• _TASK_
Work out how many lines of the data below hold the string "lineWidth". Answer with that number alone.

• _WORKING DATA_
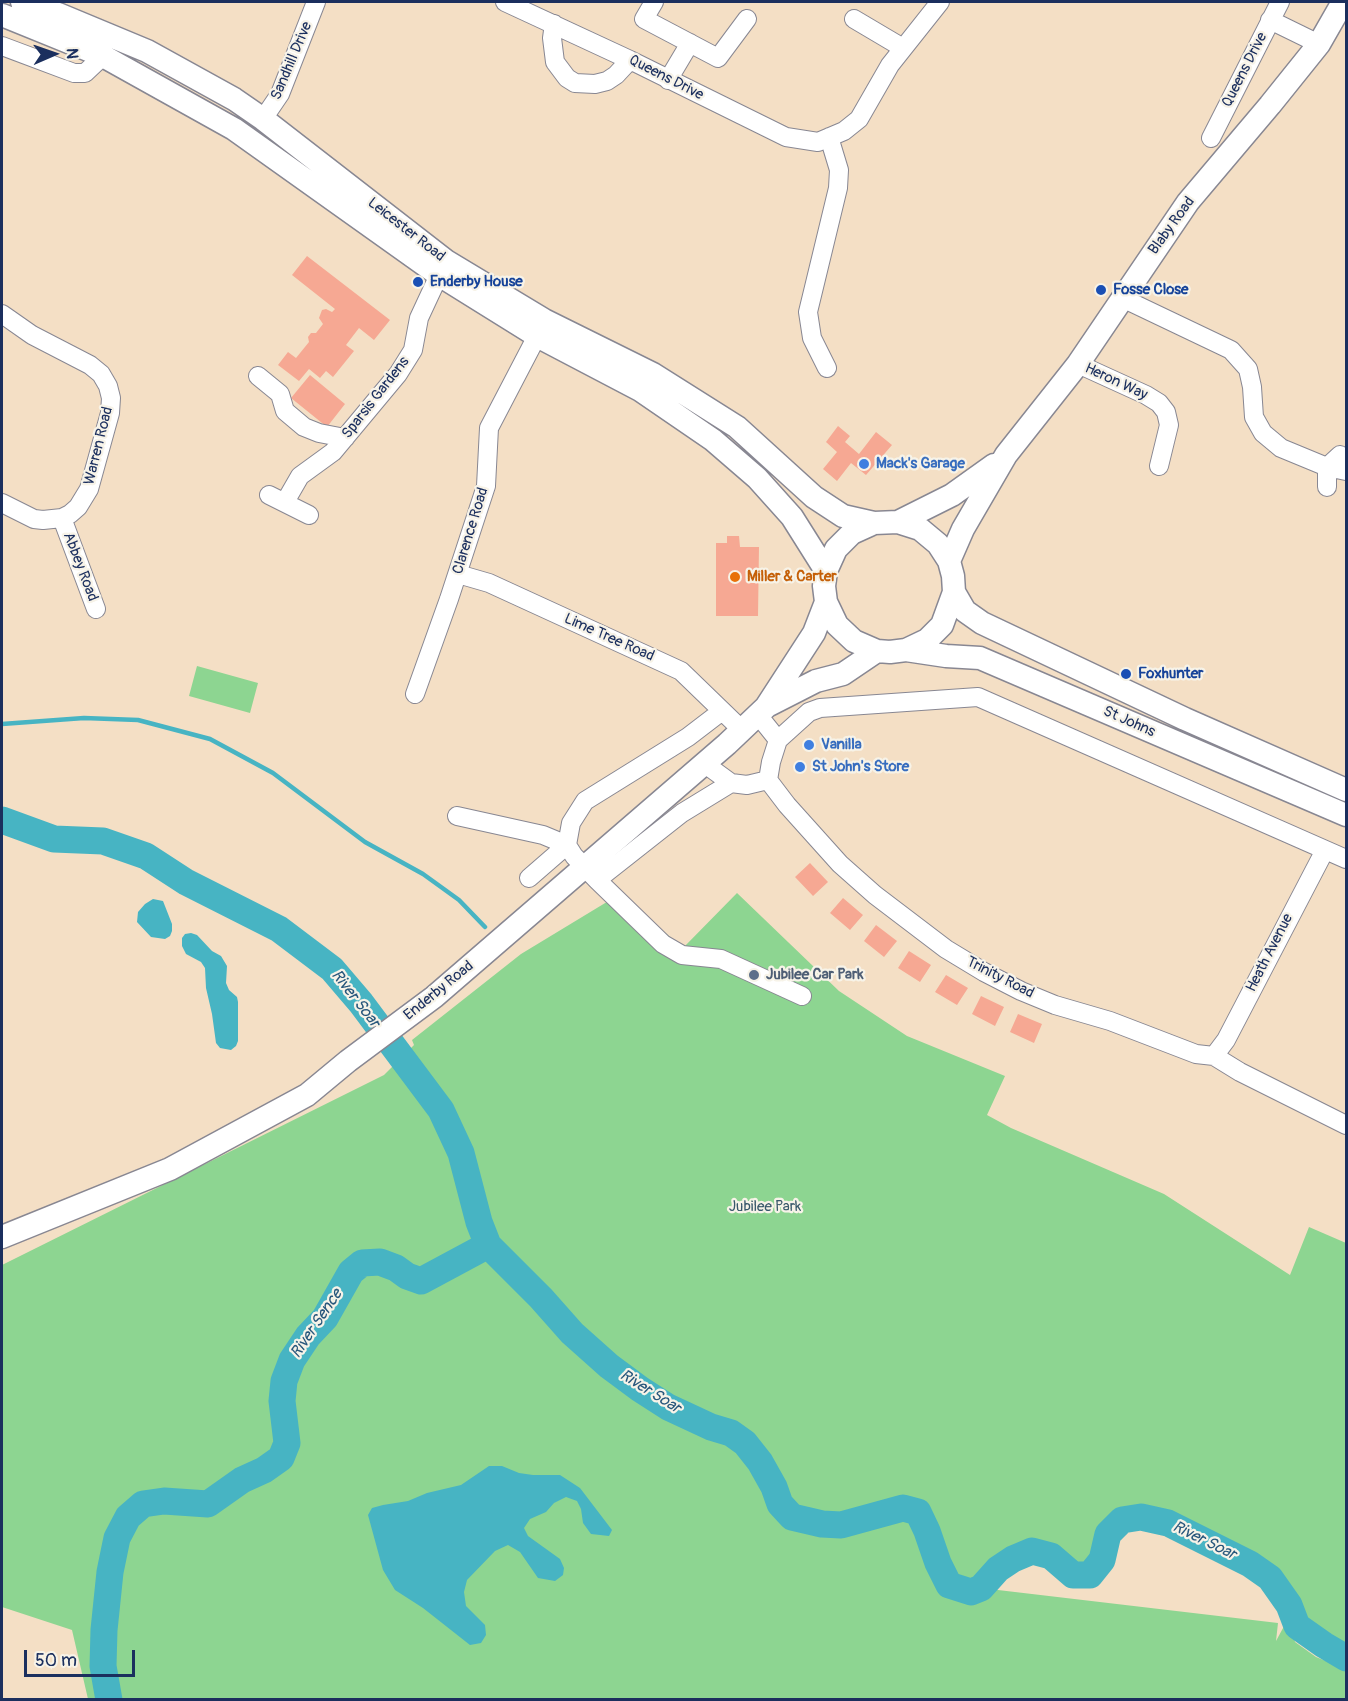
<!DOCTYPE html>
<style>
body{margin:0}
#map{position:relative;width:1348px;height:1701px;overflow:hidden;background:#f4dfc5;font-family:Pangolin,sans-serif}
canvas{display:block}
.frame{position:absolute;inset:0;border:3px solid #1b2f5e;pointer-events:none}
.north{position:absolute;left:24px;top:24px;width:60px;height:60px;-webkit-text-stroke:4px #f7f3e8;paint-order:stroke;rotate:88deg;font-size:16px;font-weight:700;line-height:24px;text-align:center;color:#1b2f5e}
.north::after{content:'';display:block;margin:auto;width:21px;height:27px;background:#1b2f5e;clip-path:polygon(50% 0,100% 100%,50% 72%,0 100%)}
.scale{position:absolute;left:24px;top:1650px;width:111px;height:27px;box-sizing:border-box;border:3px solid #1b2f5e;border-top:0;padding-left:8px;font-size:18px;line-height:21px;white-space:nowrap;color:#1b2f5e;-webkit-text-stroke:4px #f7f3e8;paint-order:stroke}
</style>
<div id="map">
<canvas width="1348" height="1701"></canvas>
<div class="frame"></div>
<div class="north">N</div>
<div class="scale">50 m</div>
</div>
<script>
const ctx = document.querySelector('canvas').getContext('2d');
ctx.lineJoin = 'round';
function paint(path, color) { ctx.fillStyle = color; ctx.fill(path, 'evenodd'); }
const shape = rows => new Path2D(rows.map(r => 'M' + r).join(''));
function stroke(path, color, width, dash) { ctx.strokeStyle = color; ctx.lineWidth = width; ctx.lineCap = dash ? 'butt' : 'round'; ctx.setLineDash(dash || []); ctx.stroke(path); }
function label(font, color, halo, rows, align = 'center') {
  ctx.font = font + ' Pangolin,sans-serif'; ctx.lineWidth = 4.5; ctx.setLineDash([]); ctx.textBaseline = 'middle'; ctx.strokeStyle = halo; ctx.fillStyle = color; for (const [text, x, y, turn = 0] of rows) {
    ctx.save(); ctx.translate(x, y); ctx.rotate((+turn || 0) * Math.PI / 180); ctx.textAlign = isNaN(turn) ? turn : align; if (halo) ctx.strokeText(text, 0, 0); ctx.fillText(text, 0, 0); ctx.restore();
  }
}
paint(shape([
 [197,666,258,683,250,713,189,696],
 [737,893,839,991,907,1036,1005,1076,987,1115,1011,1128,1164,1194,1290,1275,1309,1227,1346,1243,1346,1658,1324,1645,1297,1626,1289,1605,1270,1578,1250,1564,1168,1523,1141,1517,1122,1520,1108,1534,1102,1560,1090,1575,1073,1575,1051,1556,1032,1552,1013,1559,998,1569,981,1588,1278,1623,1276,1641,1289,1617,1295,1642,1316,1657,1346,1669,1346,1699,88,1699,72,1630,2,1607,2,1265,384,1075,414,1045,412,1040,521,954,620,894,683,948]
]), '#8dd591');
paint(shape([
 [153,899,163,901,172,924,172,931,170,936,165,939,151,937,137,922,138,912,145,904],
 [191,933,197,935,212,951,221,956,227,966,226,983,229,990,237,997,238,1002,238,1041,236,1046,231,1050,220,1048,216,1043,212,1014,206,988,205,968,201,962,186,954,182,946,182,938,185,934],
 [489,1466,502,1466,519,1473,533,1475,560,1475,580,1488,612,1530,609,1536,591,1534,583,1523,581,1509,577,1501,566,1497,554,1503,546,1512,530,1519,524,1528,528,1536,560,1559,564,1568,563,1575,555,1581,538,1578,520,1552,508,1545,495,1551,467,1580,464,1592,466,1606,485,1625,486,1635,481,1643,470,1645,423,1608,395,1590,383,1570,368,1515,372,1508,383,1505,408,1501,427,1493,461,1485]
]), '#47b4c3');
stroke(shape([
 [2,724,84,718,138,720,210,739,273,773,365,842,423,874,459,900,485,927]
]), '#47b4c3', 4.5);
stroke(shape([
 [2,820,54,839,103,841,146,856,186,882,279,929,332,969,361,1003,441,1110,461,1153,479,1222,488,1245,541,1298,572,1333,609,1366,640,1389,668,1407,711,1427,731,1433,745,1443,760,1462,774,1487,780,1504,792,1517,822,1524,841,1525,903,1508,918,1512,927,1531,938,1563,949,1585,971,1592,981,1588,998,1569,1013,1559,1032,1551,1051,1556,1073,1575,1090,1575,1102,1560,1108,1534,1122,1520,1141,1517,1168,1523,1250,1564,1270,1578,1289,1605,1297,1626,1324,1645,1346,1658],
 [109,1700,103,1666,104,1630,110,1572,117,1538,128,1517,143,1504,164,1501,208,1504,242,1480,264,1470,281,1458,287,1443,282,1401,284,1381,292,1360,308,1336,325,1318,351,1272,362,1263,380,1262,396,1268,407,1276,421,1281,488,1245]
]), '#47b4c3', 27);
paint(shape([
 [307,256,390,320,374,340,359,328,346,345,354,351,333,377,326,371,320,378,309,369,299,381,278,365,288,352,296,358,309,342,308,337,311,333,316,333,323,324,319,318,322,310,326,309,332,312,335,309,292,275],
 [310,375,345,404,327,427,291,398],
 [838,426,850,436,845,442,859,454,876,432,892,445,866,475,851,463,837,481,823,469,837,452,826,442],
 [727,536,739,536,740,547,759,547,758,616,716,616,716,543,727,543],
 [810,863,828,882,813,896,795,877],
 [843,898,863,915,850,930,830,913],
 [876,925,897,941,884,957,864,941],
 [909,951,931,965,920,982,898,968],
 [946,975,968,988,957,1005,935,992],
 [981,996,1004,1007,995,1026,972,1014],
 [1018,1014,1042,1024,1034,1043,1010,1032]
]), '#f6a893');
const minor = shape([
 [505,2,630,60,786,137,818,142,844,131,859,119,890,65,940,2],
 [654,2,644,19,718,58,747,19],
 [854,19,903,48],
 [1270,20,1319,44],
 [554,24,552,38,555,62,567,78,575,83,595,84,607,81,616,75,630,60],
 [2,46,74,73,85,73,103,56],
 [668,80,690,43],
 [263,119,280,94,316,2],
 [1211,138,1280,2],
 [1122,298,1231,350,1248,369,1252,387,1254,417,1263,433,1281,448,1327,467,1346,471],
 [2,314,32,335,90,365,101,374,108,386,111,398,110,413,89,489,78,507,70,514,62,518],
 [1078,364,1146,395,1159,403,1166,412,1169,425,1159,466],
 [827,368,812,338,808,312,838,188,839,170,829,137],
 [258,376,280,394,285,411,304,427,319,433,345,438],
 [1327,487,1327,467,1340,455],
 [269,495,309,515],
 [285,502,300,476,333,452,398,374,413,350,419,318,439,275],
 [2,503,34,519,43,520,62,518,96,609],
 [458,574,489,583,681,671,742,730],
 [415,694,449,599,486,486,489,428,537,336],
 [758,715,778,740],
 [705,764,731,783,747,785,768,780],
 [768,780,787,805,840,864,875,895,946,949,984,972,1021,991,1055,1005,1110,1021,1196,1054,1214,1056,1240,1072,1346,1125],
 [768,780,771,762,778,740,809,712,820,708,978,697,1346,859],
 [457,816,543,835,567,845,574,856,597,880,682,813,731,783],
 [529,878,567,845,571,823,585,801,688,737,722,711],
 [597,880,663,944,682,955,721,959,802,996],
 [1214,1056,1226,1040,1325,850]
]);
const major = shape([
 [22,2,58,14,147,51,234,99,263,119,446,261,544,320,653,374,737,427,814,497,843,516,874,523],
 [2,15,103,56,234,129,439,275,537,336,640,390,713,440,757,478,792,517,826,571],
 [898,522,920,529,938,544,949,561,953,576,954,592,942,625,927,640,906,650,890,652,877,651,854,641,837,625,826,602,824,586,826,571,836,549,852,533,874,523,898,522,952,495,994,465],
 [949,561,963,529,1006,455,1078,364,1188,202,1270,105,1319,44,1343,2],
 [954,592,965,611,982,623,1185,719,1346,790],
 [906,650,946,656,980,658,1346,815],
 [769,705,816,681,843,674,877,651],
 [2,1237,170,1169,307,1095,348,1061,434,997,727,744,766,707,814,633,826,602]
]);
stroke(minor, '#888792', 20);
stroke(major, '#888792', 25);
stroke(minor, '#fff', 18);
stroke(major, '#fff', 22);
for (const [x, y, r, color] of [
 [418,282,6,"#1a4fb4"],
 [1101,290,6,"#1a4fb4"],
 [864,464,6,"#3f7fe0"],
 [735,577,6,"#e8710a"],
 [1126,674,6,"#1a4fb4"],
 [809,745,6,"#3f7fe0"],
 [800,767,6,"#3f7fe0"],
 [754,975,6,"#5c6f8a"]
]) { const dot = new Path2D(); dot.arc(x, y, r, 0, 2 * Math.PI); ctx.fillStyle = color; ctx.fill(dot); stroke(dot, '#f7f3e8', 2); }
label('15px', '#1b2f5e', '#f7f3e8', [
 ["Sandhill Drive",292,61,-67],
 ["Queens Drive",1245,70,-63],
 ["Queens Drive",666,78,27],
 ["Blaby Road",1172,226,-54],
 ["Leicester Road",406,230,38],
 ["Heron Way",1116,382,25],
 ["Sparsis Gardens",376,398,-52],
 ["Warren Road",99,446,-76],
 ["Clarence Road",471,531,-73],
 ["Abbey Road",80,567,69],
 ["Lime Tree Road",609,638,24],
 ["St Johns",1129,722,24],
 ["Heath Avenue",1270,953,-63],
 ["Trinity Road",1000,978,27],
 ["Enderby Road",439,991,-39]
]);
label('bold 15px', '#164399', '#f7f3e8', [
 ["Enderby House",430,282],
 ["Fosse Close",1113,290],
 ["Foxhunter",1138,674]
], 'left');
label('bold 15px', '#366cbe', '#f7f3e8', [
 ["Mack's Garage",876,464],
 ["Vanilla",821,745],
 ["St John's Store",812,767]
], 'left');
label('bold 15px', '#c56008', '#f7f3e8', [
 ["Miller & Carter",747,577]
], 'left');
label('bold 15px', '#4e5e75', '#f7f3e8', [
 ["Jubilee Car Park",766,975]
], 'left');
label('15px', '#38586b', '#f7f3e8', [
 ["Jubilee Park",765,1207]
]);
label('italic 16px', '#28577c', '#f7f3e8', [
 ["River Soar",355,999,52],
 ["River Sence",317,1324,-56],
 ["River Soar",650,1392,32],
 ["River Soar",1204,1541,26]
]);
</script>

• _RESULT OF THIS EXERCISE_
2